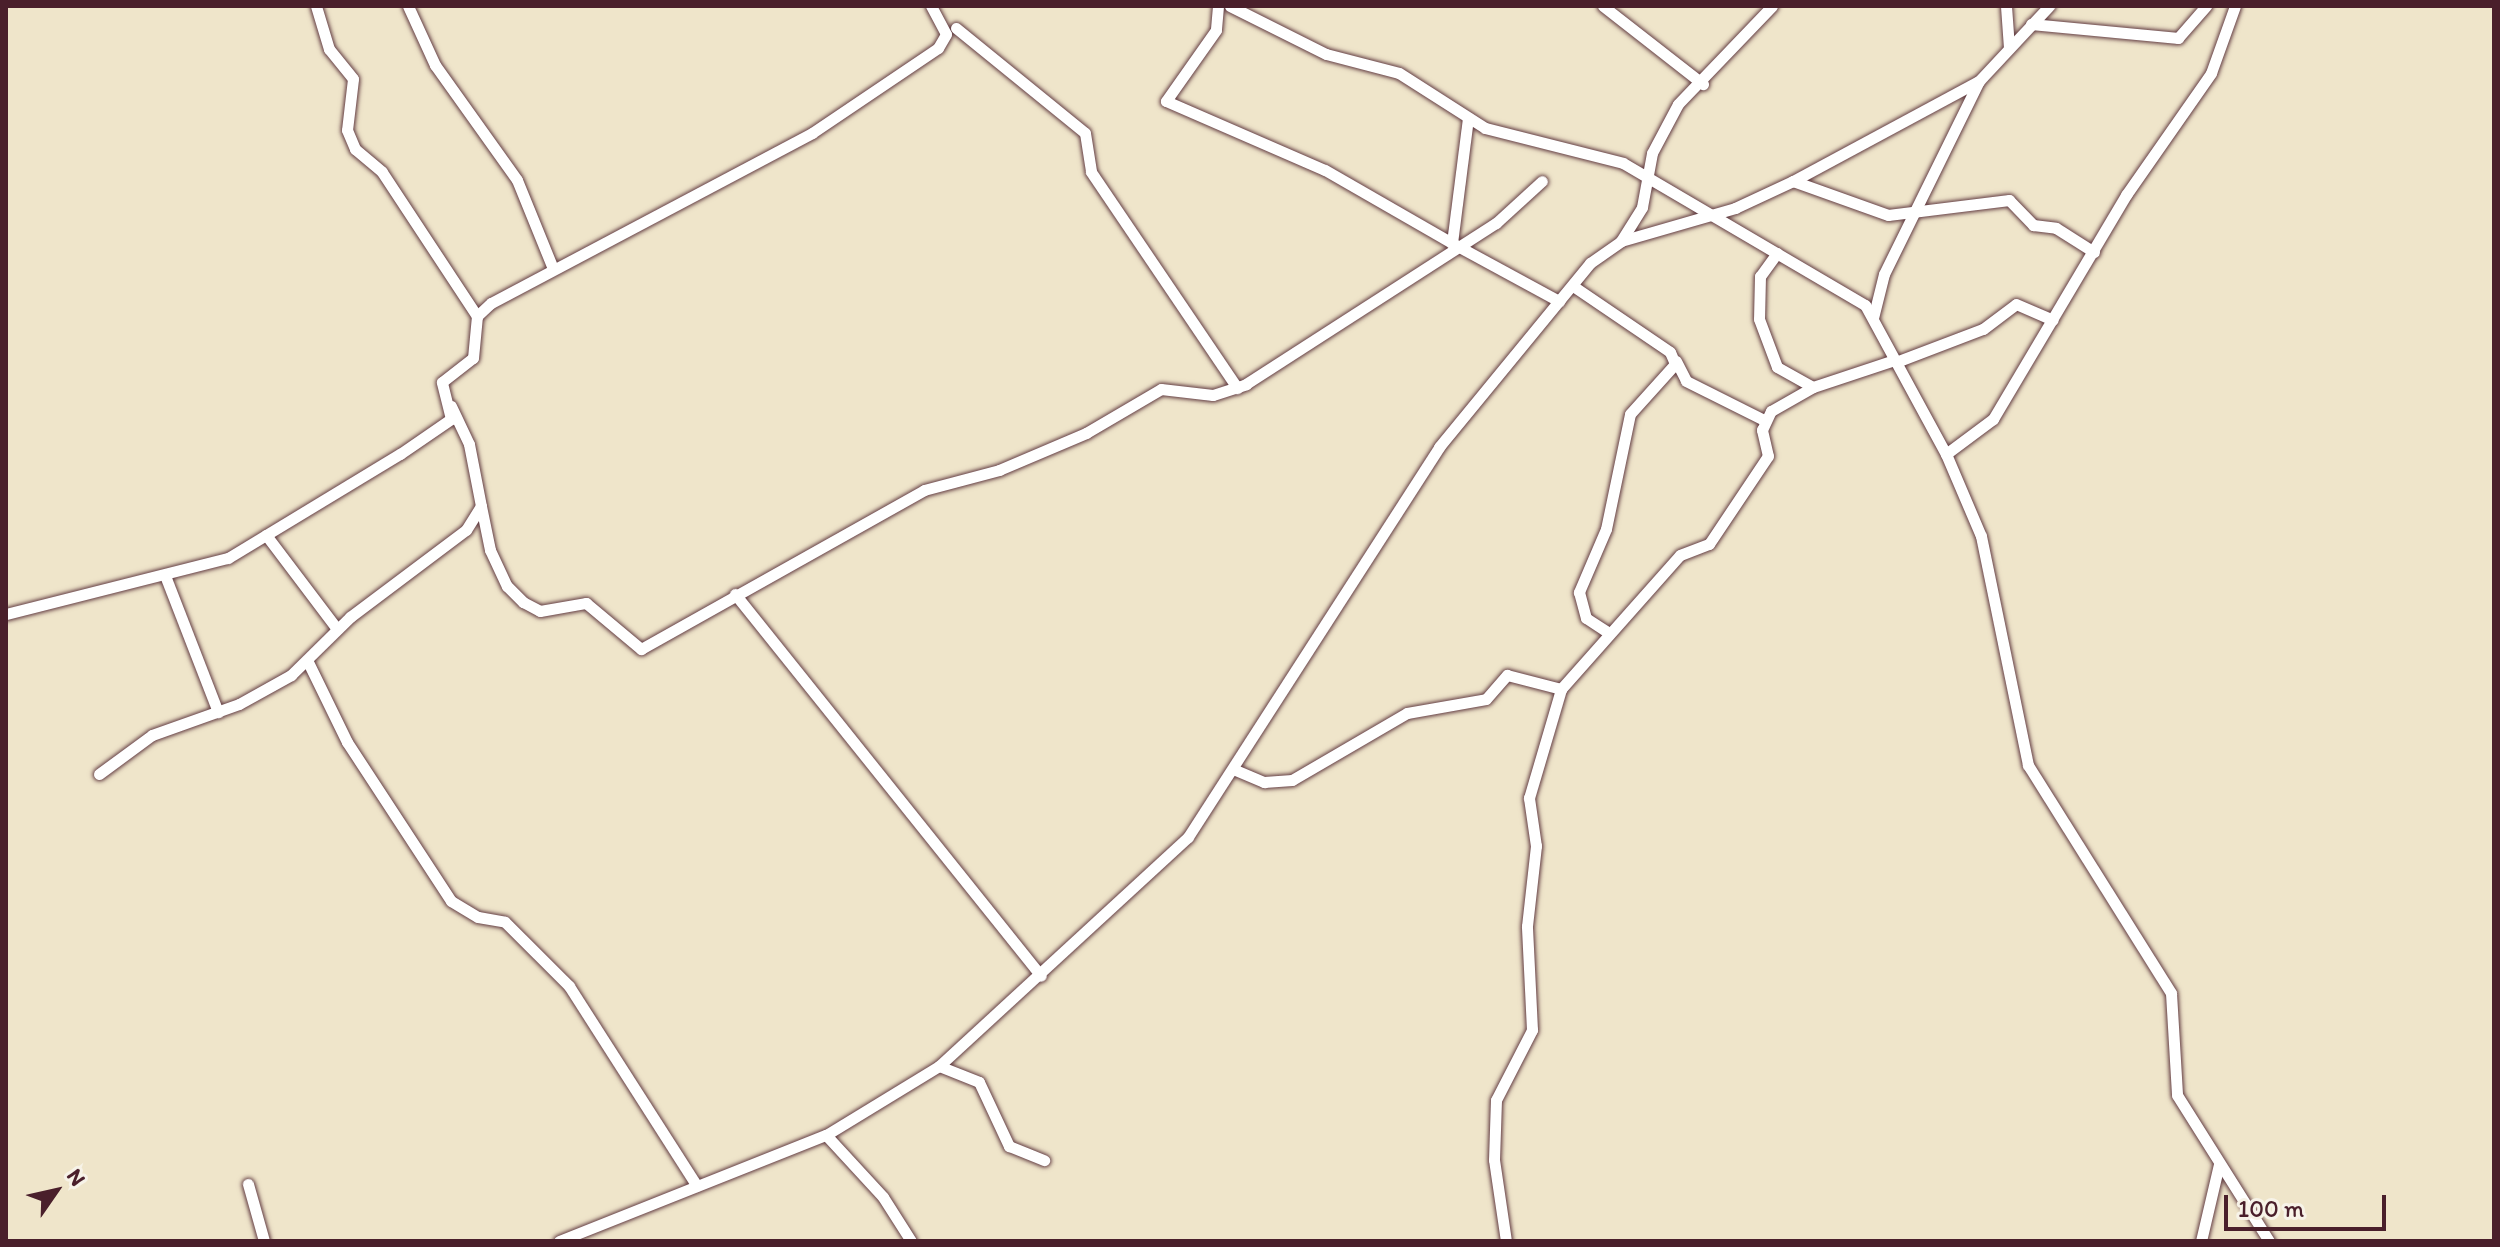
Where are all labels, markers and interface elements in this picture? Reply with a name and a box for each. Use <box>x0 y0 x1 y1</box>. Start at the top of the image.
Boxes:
north arrow <box>16 1151 96 1231</box>
text: N <box>61 1164 92 1191</box>
scale bar <box>2228 1179 2390 1229</box>
text: 100 m <box>2238 1194 2304 1223</box>

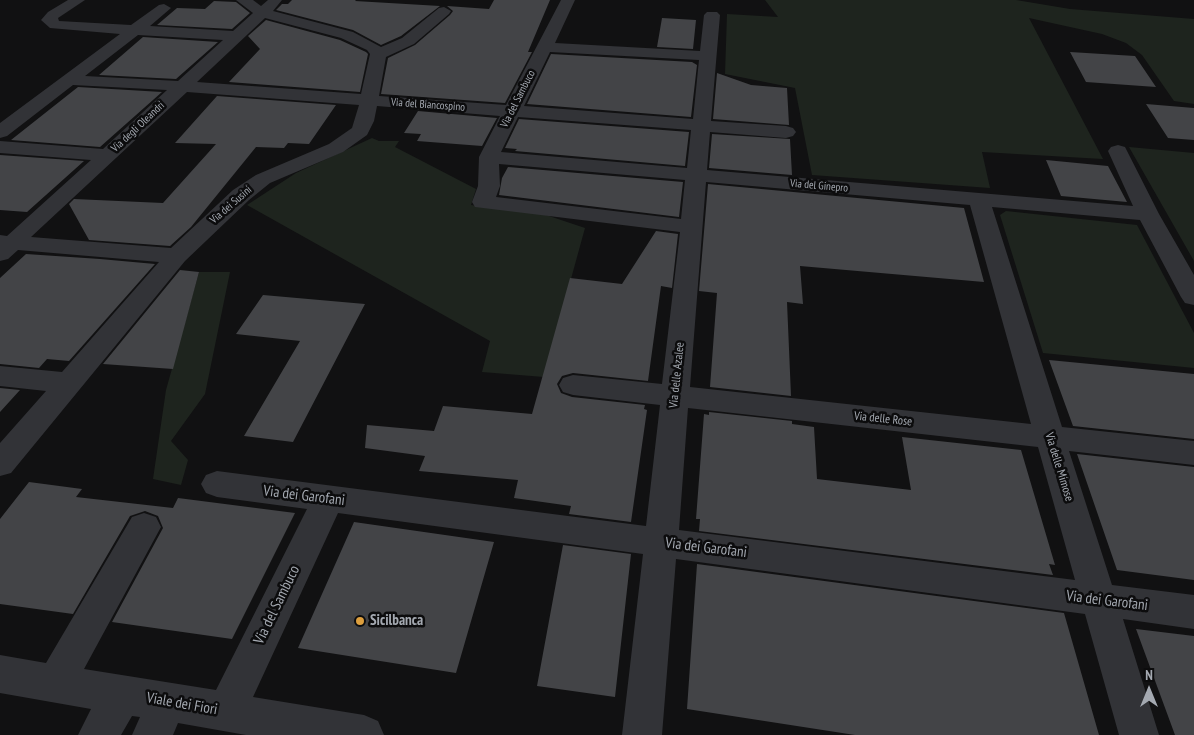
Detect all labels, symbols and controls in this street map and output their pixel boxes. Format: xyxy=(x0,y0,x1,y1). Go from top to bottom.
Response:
street label: Via del Sambuco xyxy=(498,68,538,130)
street label: Via del Biancospino xyxy=(391,96,465,114)
street label: Via degli Oleandri xyxy=(109,99,167,155)
street label: Via del Ginepro xyxy=(789,177,849,195)
street label: Via dei Susini xyxy=(207,183,255,227)
street label: Via delle Azalee xyxy=(666,341,688,409)
street label: Via delle Rose xyxy=(853,409,913,429)
street label: Via delle Mimose xyxy=(1042,431,1076,503)
street label: Via dei Garofani xyxy=(262,482,346,510)
street label: Via dei Garofani xyxy=(664,534,748,562)
street label: Via del Sambuco xyxy=(250,563,304,647)
street label: Via dei Garofani xyxy=(1065,587,1149,615)
place label: Sicilbanca xyxy=(370,612,423,630)
marker: Sicilbanca xyxy=(354,615,366,627)
north arrow xyxy=(1124,665,1174,715)
text: N xyxy=(1145,666,1153,684)
street label: Viale dei Fiori xyxy=(145,689,219,719)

Task details: Pictures aside, reproduce the listing above exactly.

Task response:
Where are all labels, markers and interface elements in this picture? Reply with a name and a box for each. Use <box>x0 y0 x1 y1</box>. Start at the top of the image.
Boxes:
north arrow <box>16 1151 96 1231</box>
text: N <box>61 1164 92 1191</box>
scale bar <box>2228 1179 2390 1229</box>
text: 100 m <box>2238 1194 2304 1223</box>

Detect all labels, symbols and controls in this street map and output their pixel boxes. Format: xyxy=(x0,y0,x1,y1). Go from top to bottom.
Response:
street label: Via del Sambuco xyxy=(498,68,538,130)
street label: Via del Biancospino xyxy=(391,96,465,114)
street label: Via degli Oleandri xyxy=(109,99,167,155)
street label: Via del Ginepro xyxy=(789,177,849,195)
street label: Via dei Susini xyxy=(207,183,255,227)
street label: Via delle Azalee xyxy=(666,341,688,409)
street label: Via delle Rose xyxy=(853,409,913,429)
street label: Via delle Mimose xyxy=(1042,431,1076,503)
street label: Via dei Garofani xyxy=(262,482,346,510)
street label: Via dei Garofani xyxy=(664,534,748,562)
street label: Via del Sambuco xyxy=(250,563,304,647)
street label: Via dei Garofani xyxy=(1065,587,1149,615)
place label: Sicilbanca xyxy=(370,612,423,630)
marker: Sicilbanca xyxy=(354,615,366,627)
north arrow xyxy=(1124,665,1174,715)
text: N xyxy=(1145,666,1153,684)
street label: Viale dei Fiori xyxy=(145,689,219,719)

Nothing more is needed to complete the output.